Aca les dejo un artículo en inglés, que para el que no sea ducco en este idioma básicamente cuenta como a través de un extensivo estudio de la bacteria Mycoplasma pneumoniae y todos los procesos que suceden en ella, se llegó a la conclusión de que lo que se pensaba como organismo simple (por el hecho de ser una sola célula, y de las más pequeñas) en realidad es una complicada maraña de procesos integrados.
Y con ésto, esperan algún día poder comprender en su totalidad el funcionamiento de las células más complejas, y quien sabe, poder crear células sintéticas.
There’s No Such Thing as a ‘Simple’ Organism | Wired Science | Wired.com
There’s No Such Thing as a ‘Simple’ Organism
What may be the most thorough study ever of a single organism has produced a beta code for life’s essential subroutines, and shown that even the simplest creatures are more complex than scientists suspected.
The analysis combined information about gene regulation, protein production and cell structure in Mycoplasma pneumoniae, one of the simplest self-sustaining microbes.
It’s far closer to a “blueprint” than a mere genome readout, and reveals processes “that are much more subtle and intricate than were previously considered possible in bacteria,” wrote University of Arizona biologists Howard Ochman and Rahul Raghavan in a commentary accompanying the findings, which were published last Thursday in Science.
M. pneumoniae has just one-fifth as many genes as E. coli, the traditional single-cell model organism.
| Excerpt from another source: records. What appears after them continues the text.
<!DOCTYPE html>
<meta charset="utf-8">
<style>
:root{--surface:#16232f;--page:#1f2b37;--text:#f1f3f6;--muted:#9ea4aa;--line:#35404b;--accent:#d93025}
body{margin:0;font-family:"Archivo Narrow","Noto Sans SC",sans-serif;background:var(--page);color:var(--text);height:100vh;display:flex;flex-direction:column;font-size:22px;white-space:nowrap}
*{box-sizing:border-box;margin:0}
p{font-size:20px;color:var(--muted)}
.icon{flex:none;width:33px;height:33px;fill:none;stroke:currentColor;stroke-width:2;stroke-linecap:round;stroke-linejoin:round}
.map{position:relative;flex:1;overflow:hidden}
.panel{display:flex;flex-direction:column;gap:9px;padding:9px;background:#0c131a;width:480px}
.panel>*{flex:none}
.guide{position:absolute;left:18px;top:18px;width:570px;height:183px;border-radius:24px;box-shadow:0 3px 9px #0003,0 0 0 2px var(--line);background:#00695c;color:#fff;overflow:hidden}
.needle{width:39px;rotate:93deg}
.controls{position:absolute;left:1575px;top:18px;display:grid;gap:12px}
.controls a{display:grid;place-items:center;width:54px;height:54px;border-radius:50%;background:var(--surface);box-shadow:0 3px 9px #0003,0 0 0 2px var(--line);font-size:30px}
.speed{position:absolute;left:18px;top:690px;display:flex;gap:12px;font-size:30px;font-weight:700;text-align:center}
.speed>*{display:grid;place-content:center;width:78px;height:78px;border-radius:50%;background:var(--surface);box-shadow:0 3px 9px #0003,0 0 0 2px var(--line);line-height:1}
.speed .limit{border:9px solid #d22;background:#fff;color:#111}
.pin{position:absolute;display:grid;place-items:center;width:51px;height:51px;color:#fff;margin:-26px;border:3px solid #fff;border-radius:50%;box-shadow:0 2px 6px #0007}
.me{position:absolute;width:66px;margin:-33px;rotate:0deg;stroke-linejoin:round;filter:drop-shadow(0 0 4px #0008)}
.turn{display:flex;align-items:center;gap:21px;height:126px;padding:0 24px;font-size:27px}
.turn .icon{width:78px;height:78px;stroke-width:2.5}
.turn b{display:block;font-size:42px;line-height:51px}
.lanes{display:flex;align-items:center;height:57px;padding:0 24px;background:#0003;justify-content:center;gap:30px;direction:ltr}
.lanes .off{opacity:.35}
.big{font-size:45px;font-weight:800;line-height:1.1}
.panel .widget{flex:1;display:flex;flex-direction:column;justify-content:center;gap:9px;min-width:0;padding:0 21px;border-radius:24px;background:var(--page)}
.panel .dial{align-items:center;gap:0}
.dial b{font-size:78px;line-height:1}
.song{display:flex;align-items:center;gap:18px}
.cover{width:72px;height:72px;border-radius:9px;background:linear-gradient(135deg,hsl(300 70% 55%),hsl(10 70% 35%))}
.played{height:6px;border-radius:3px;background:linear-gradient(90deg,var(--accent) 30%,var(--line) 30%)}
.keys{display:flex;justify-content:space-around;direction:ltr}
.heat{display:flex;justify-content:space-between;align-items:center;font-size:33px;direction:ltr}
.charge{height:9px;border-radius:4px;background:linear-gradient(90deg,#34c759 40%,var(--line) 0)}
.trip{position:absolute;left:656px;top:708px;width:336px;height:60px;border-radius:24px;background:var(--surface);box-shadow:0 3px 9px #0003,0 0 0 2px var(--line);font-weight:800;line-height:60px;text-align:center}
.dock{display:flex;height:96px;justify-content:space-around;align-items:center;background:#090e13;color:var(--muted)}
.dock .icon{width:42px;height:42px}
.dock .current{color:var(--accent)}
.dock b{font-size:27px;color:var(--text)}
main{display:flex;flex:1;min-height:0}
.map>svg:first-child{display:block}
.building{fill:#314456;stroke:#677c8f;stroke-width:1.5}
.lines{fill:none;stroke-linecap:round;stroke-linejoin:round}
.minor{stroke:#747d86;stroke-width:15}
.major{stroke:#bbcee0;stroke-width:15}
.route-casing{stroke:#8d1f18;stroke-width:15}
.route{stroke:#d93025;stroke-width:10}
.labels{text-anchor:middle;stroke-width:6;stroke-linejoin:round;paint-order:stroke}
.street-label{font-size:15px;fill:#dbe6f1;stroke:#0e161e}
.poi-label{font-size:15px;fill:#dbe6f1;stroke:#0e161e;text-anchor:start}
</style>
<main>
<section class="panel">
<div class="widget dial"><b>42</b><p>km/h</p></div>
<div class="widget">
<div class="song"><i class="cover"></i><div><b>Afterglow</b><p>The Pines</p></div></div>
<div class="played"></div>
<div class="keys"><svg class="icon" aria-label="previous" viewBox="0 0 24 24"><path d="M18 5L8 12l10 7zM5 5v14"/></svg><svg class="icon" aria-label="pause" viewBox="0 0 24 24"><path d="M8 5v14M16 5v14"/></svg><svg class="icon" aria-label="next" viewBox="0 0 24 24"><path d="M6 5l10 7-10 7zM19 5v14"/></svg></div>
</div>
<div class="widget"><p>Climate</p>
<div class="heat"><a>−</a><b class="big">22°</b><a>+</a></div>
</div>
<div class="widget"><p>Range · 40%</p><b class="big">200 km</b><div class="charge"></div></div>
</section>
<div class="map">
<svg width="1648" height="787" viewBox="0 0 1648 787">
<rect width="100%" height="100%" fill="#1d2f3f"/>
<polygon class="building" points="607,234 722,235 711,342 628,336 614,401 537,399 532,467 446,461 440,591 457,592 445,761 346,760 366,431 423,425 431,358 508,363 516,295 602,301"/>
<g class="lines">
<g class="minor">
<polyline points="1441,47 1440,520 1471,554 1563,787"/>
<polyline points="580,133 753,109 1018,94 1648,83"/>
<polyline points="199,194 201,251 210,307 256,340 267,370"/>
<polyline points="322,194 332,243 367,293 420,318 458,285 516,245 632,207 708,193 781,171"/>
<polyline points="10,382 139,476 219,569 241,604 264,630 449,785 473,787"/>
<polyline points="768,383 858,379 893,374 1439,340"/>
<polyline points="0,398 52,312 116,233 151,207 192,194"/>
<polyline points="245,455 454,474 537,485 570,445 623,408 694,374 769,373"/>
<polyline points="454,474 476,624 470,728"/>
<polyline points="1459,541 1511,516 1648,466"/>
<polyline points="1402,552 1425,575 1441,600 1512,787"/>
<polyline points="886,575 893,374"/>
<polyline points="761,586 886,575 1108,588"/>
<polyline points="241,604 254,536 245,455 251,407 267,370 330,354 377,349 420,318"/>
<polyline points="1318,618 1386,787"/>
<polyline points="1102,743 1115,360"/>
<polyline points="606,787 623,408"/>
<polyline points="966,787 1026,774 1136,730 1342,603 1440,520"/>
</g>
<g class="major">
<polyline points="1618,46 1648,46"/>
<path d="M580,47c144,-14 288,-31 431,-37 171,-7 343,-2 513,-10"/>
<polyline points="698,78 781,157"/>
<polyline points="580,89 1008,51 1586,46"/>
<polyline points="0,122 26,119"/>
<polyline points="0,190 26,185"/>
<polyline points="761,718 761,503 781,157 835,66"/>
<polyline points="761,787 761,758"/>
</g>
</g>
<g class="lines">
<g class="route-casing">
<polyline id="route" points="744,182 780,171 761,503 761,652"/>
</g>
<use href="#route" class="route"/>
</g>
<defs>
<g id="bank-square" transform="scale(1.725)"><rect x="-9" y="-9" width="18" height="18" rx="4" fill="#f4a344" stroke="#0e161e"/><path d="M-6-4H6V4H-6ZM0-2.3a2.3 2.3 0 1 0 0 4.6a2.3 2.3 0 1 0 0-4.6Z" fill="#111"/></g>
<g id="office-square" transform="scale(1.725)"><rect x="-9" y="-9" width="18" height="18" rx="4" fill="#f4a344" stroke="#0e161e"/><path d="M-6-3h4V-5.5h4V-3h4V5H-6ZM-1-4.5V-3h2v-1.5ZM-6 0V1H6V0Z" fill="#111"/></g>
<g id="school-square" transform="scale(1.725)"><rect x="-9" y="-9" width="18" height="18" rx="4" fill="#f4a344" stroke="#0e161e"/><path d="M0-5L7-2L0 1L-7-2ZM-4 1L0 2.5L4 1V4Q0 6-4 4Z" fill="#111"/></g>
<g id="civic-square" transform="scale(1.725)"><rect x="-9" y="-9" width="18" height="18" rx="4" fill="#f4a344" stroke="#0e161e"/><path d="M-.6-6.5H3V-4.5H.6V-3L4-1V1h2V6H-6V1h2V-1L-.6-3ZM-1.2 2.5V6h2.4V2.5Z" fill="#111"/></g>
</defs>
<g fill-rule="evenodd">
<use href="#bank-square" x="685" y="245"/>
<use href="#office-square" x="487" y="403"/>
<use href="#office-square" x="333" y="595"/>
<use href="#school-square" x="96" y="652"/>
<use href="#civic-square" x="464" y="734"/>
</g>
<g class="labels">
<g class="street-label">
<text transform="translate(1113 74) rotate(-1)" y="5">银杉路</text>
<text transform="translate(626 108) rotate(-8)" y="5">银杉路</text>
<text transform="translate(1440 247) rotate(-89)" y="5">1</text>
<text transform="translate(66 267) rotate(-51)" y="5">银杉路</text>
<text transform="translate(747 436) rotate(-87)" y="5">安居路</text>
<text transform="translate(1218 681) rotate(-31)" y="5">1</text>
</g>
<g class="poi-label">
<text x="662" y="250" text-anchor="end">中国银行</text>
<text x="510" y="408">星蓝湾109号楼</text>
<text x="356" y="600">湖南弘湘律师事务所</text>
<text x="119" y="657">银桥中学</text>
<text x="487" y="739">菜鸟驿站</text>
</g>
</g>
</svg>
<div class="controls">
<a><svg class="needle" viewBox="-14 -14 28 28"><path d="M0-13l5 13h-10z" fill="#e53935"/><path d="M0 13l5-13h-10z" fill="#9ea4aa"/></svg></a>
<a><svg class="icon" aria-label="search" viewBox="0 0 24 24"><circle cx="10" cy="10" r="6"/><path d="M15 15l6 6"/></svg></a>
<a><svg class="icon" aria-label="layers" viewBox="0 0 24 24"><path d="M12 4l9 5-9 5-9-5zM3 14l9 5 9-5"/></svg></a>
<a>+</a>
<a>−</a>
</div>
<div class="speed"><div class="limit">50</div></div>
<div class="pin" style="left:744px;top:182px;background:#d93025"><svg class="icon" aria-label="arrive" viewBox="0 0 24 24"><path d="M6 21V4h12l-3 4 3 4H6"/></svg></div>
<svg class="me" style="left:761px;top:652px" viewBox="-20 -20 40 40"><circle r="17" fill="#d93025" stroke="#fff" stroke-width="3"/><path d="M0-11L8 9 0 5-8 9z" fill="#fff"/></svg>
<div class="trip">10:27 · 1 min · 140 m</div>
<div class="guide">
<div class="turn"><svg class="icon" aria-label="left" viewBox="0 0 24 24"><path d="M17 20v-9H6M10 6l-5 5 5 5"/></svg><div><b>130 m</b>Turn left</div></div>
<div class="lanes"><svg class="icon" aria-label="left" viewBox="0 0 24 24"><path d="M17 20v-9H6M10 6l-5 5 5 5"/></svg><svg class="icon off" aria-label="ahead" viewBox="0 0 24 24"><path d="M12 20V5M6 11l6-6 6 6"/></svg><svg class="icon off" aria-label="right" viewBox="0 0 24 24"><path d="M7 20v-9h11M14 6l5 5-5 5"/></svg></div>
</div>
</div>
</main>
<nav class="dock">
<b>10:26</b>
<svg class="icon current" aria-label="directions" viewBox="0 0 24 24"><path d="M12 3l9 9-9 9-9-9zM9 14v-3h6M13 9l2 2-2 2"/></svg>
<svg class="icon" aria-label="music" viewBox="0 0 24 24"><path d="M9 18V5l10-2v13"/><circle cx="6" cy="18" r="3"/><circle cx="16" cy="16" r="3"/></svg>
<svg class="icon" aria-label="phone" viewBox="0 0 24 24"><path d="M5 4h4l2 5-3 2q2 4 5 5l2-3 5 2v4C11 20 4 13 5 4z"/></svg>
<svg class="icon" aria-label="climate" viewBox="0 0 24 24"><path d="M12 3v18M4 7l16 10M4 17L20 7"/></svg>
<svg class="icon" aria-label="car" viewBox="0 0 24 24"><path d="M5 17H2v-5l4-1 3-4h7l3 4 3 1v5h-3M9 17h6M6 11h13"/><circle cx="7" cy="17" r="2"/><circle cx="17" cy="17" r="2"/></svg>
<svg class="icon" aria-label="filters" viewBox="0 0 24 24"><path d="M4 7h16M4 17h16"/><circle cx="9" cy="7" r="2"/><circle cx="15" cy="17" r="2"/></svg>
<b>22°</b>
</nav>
That makes it an ideal target for systems biologists who want to understand how cells function. To them, genome scans are just a first step. They don’t explain when or why genes are turned on and off, or how different genes interact at different times, or how cellular “machines” use proteins produced by gene instructions.
In the new studies, German and Spanish researchers documented almost every single protein used by M. pneumoniae. They looked up the known functions of each of its genes, and made recordings of gene activity. They documented all the chemical reactions inside M. pneumoniae and mapped its physical structure. Then they put all this together.
What emerged was a picture of surprising complexity. M. pneumoniae needs just eight gene “switches” to control its molecular activities, compared to 50 in E. coli — a number so low that it implies other, as-yet-unknown regulatory processes. Groups of genes thought to work in unison did so only intermittently. At other times they worked in isolation, or in unexpected configurations.
The findings also showed that chromosome topography — the actual, three-dimensional arrangement of an operating genome, rather than its linear laboratory readout — plays an important part in determining how genes interact.
In short, there was a lot going on in lowly, supposedly simple M. pneumoniae, and much of it is beyond the grasp of what’s now known about cell function.
Eventually, the thorough analytical approach used to study M. pneumoniae could be applied to other microbes. The findings could also be used by synthetic biologists trying to synthesize microbial life. But for now, they show just how much work remains to be done before life’s essential processes are understood.
“Linear mapping of genes to function rarely considers how a cell actually accomplishes the processes,” wrote Ochman and Raghavan. “There is no such thing as a ’simple’ bacterium.”